*TASK TO COMPLETE:*
Return, from the material below, each line in which the word "controls" is present.

*RECORDS FOR PROCESSING:*
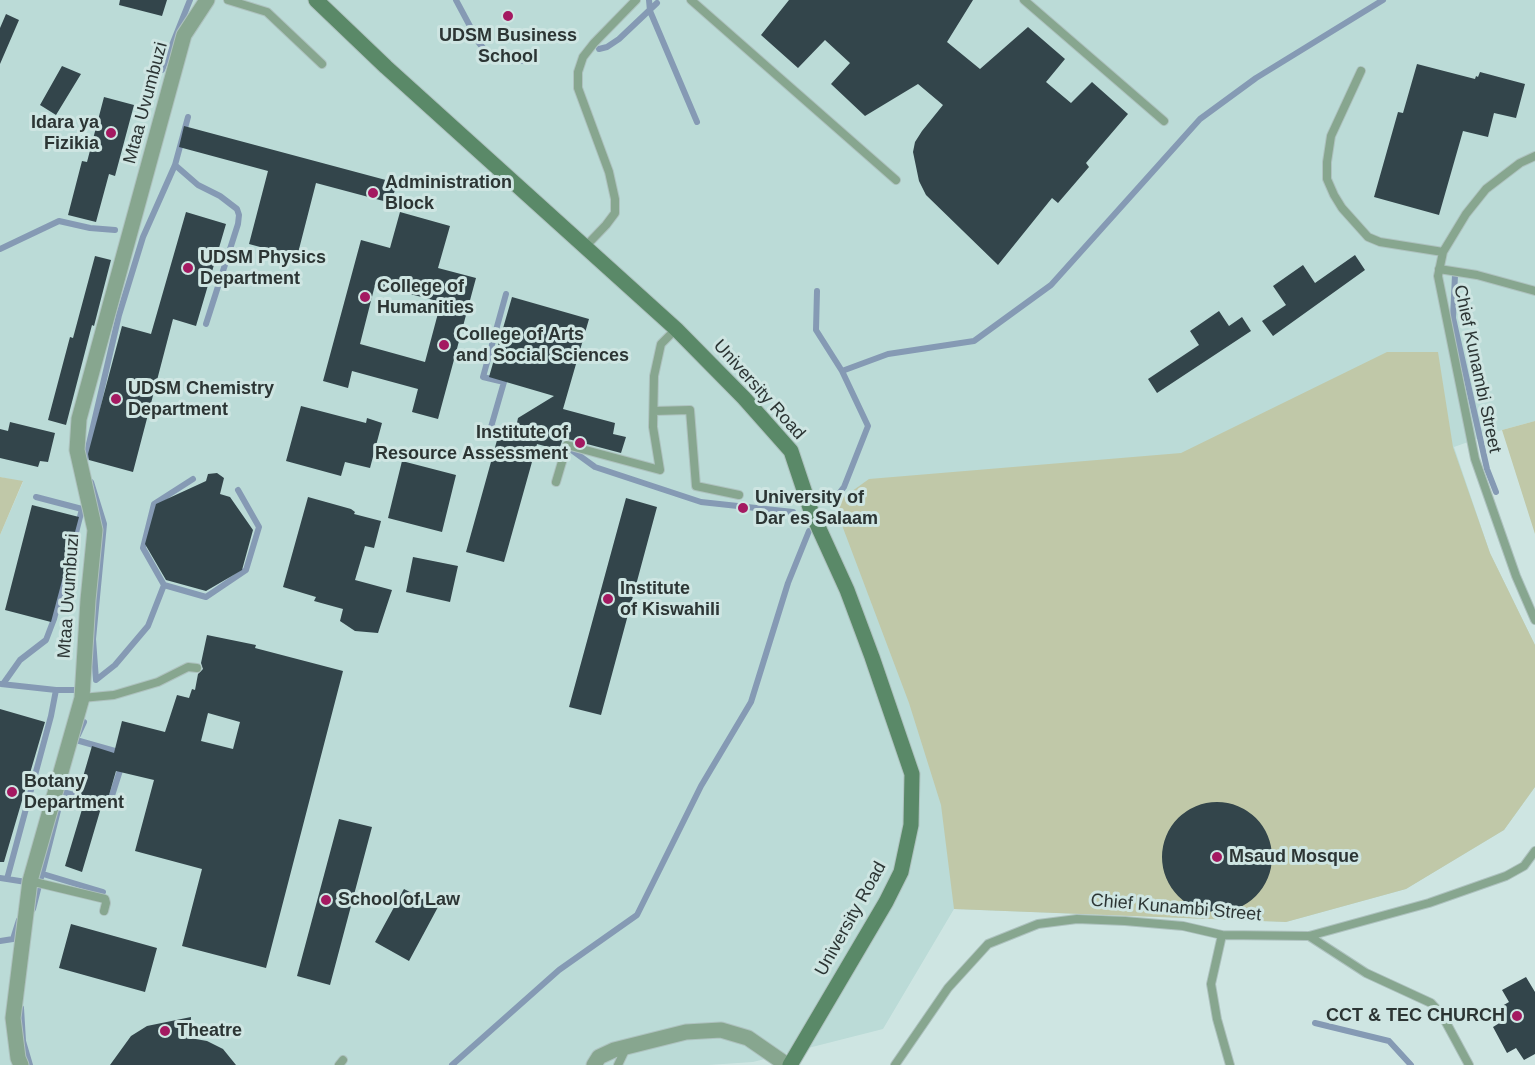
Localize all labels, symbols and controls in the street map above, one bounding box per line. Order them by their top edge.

---

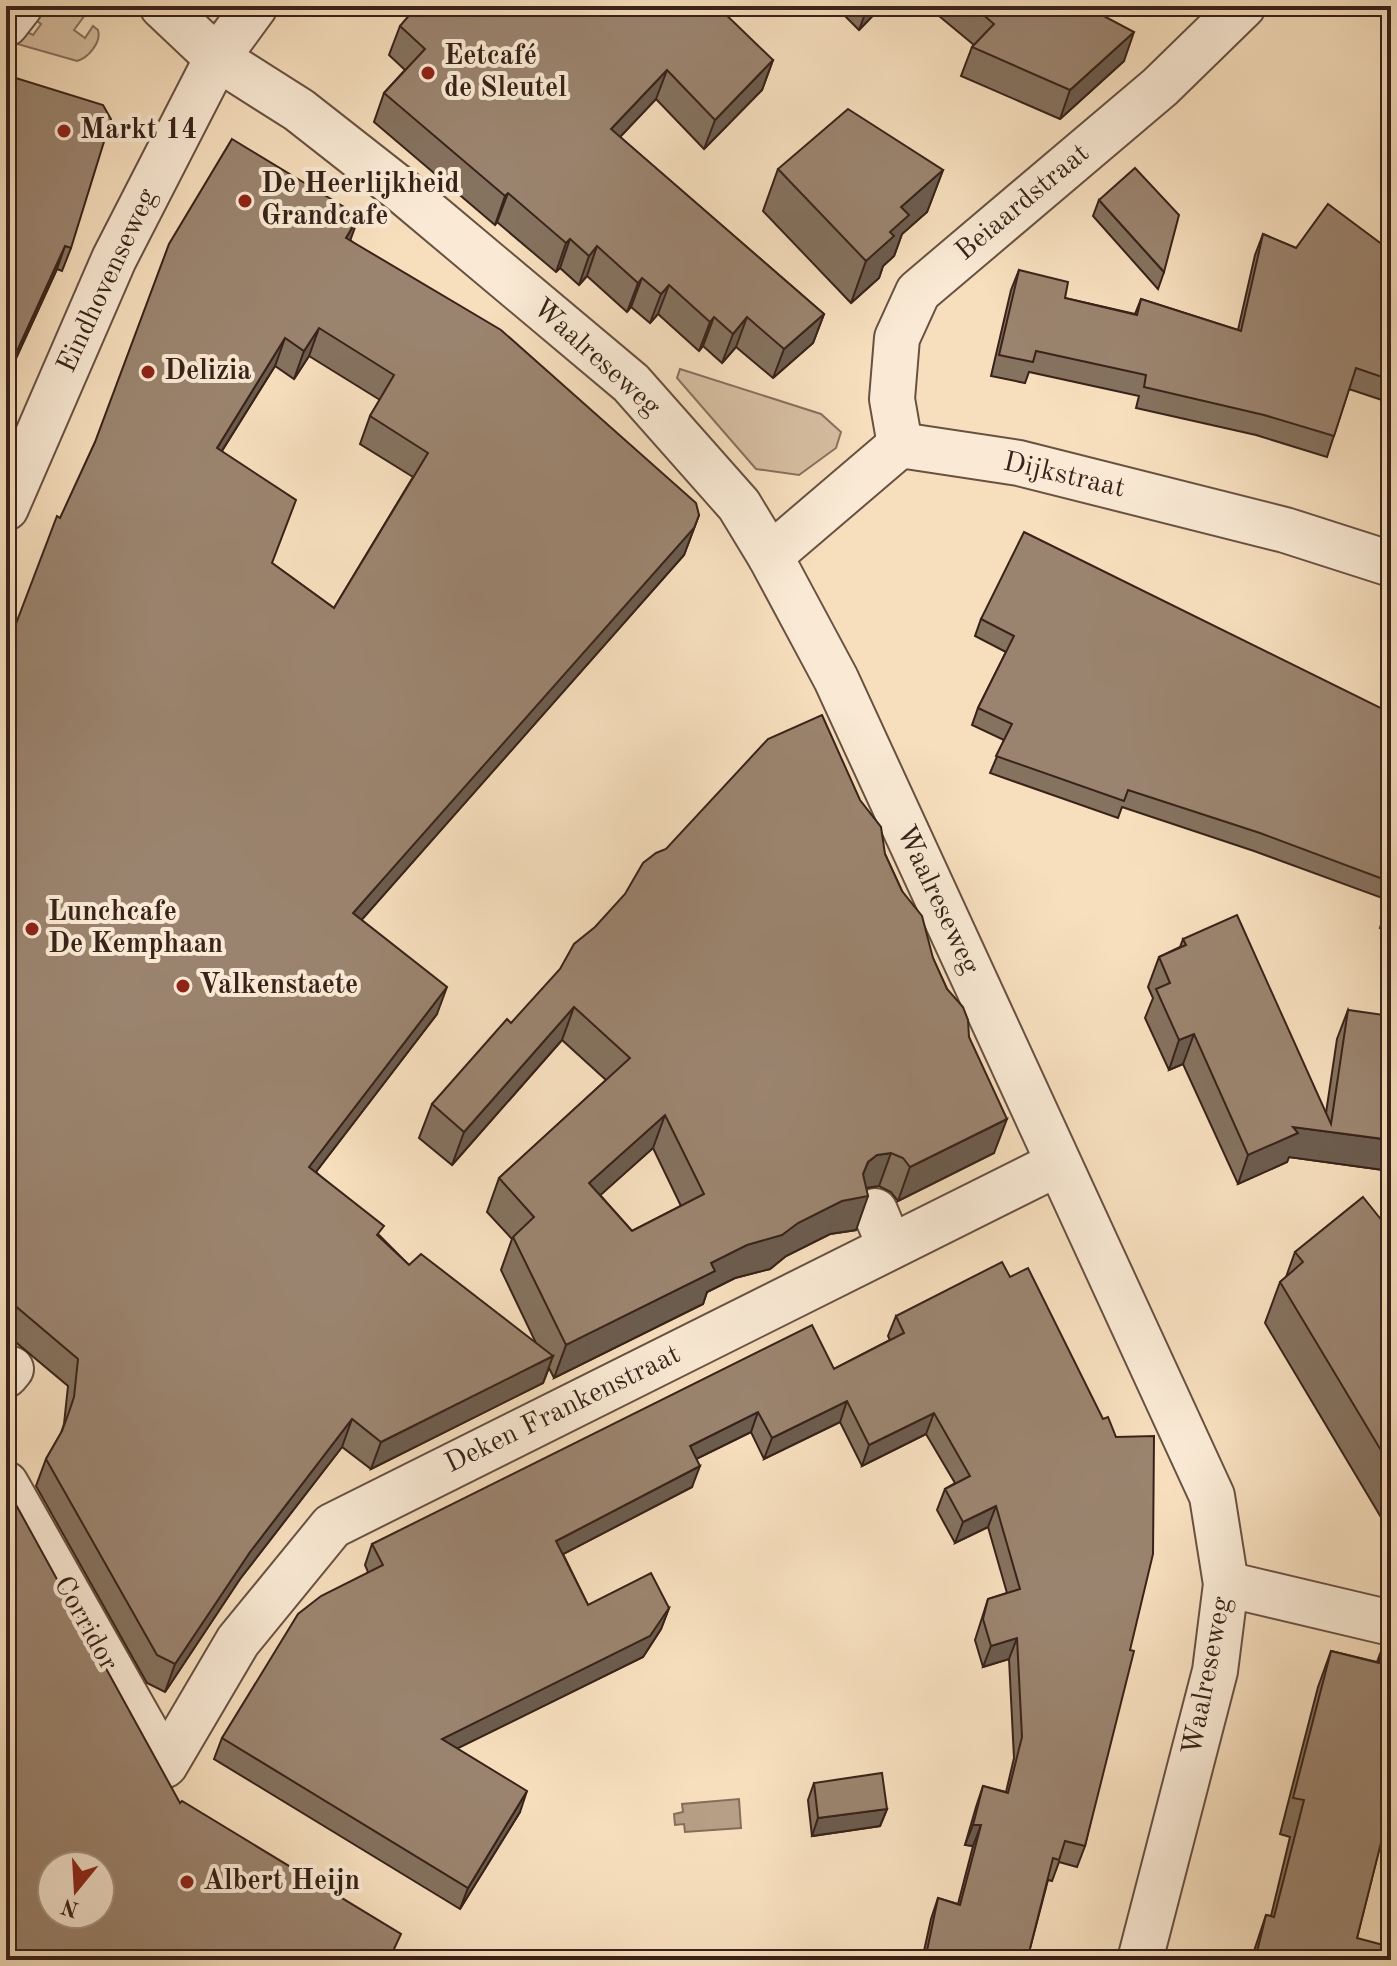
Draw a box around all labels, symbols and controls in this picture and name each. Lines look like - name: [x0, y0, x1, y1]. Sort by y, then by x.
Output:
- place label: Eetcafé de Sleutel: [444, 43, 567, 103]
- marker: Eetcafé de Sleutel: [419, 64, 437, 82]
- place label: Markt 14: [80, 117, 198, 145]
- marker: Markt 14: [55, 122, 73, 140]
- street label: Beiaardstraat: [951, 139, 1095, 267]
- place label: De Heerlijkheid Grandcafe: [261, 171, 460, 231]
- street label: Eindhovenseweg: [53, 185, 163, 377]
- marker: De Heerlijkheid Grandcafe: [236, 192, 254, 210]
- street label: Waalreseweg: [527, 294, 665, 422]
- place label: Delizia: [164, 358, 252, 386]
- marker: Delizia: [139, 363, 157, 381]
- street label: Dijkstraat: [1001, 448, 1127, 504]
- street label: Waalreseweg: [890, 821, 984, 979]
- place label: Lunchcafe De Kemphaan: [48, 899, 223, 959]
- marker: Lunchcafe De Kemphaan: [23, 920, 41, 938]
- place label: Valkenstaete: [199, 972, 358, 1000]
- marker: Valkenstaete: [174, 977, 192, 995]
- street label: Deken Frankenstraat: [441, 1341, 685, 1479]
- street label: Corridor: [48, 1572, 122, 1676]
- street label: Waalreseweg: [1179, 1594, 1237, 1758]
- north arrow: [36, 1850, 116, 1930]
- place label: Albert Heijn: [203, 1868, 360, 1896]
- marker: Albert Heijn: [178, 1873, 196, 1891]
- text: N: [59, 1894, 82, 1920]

*ANSWER SECTION:*
Localize all labels, symbols and controls in the street map above, one bounding box per line. Order them by their top edge.
Draw a box around all labels, symbols and controls in this picture and name each. Lines look like - name: [x0, y0, x1, y1]. Sort by y, then by x.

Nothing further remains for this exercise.